Fast unto death or Fad Dieting?

K Chandrasekhar Rao's 10 day fast unto death has resulted in the possible formation of a new Indian state, a near complete standstill of legislative activity in AP, significant loss of public property and an epidemic, all over north India, of similar demands for statehood. The media debate has centered around whether the Congress government has acted in haste in accepting the demands of the agitating TRS cadres. Obviously there is also some debate over whether a new Telengana state will be viable and on the fate of Hyderabad. My own view point is that the attempt to divide a reasonably well-governed state along ethnic lines is the beginning of a dangerous trend that may eventually shake the very foundation of the Indian state.

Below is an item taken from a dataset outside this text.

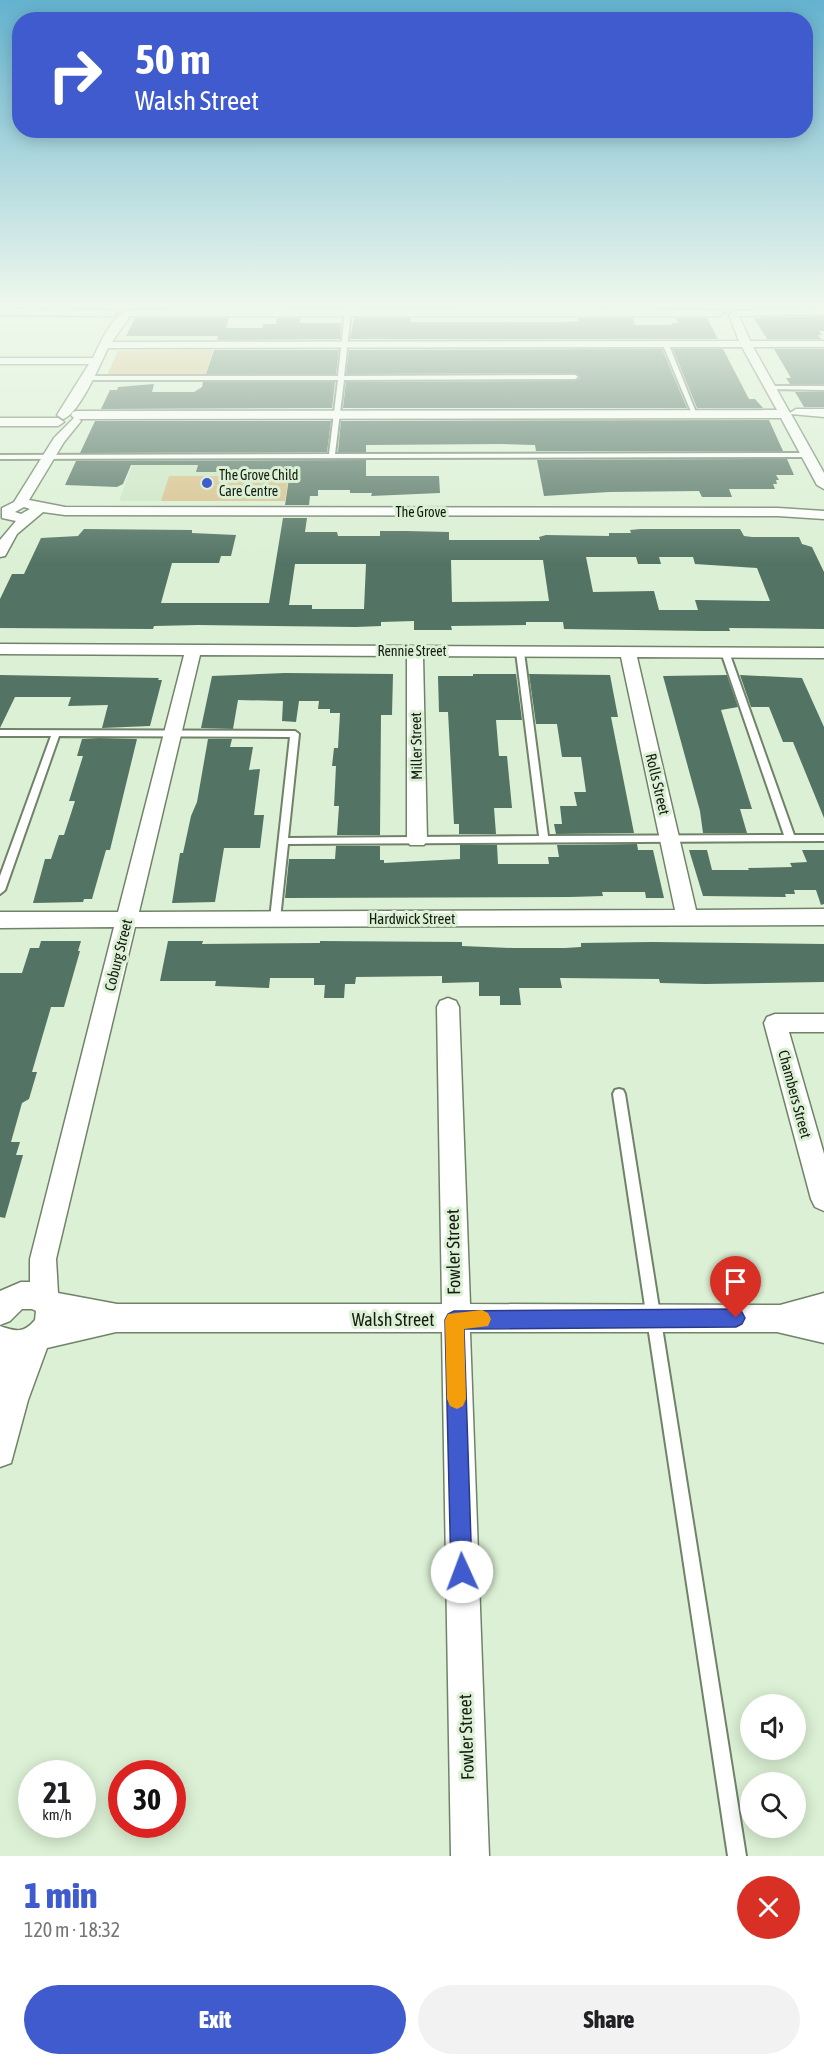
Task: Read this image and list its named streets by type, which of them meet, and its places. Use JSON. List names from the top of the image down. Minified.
{"streets":{"street":["The Grove","Rennie Street","Miller Street","Rolls Street","Hardwick Street","Coburg Street","Chambers Street","Fowler Street","Walsh Street"]},"crossings":[["Rennie Street","Miller Street"],["Rennie Street","Rolls Street"],["Rennie Street","Coburg Street"],["Rolls Street","Hardwick Street"],["Hardwick Street","Coburg Street"],["Coburg Street","Walsh Street"],["Fowler Street","Walsh Street"]],"places":["The Grove Child Care Centre"],"page":{"turn":["50 m","Walsh Street"],"speed":"21 km/h","limit":"30","heading":["1 min","120 m · 18:32"],"buttons":["Exit","Share"]}}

But what I'd like to touch upon is the whole idea of the political fast and the role it has placed in this case. The TRS chief was arrested before his fast under section 309 of the IPC which covers any attempts to take one's own life but his fast continued. He was then shifted to Nizam's Institute of Medical Sciences in Hyderabad where he even though he recieved attention his medical condition kept deteriorating. At this point his worsening condition began to consume the entire nation and national leaders of all hues came out with statements saying K Chandrasekhar Rao's life should not be martyred to the Telengana cause. The general public was bombarded daily with images of a visibly weak Rao and more importantly the damage to public property by rampaging supporters of the Telengana movement. It was here that the Chandrasekhar fast differed from say the kind of fast that Mahatma Gandhi used to undergo. Gandhi never undertook a fast unto death to force the British to leave India. Bapu's fasts were not about using the potential of his possible death to achieve his political aims, and he definitely would never have accepted any Telengana state that came into being after all the rampaging and violent demonstration that took place. His fasts were about penance and forcing his supporters and well-wishers to look inwards at their own actions. But comparisons to Gandhiji are probably unfair.
However how many of us have heard of Irom Charu Sharmila? This 37 year old civil rights activist and poet from Manipur has been on fast since November 4 2000; yes that's right, 2000, demanding the repeal of the Armed Forces (Special Powers) Act, 1958 which gives the army extensive powers and immunity in areas the Indian government deems 'disturbed areas.' Now I will not debate how justified Ms Sharmila's demands are. But given the extensive nature of the powers given to the Indian army there is every likelihood of it being misused. But more importantly we must compare the kind of media attention accorded to Chandrasekhar Rao and that given to Irom Sharmila and wonder why the difference? Why the alacrity to act and why the clamour of politicians to support a cause that has not even been debated much in the public forum?
Whatever the outcome of the Telengana agitation, Irom Sharmila atleast deserves a fraction of the media attention that K Chandrasekhar Rao got.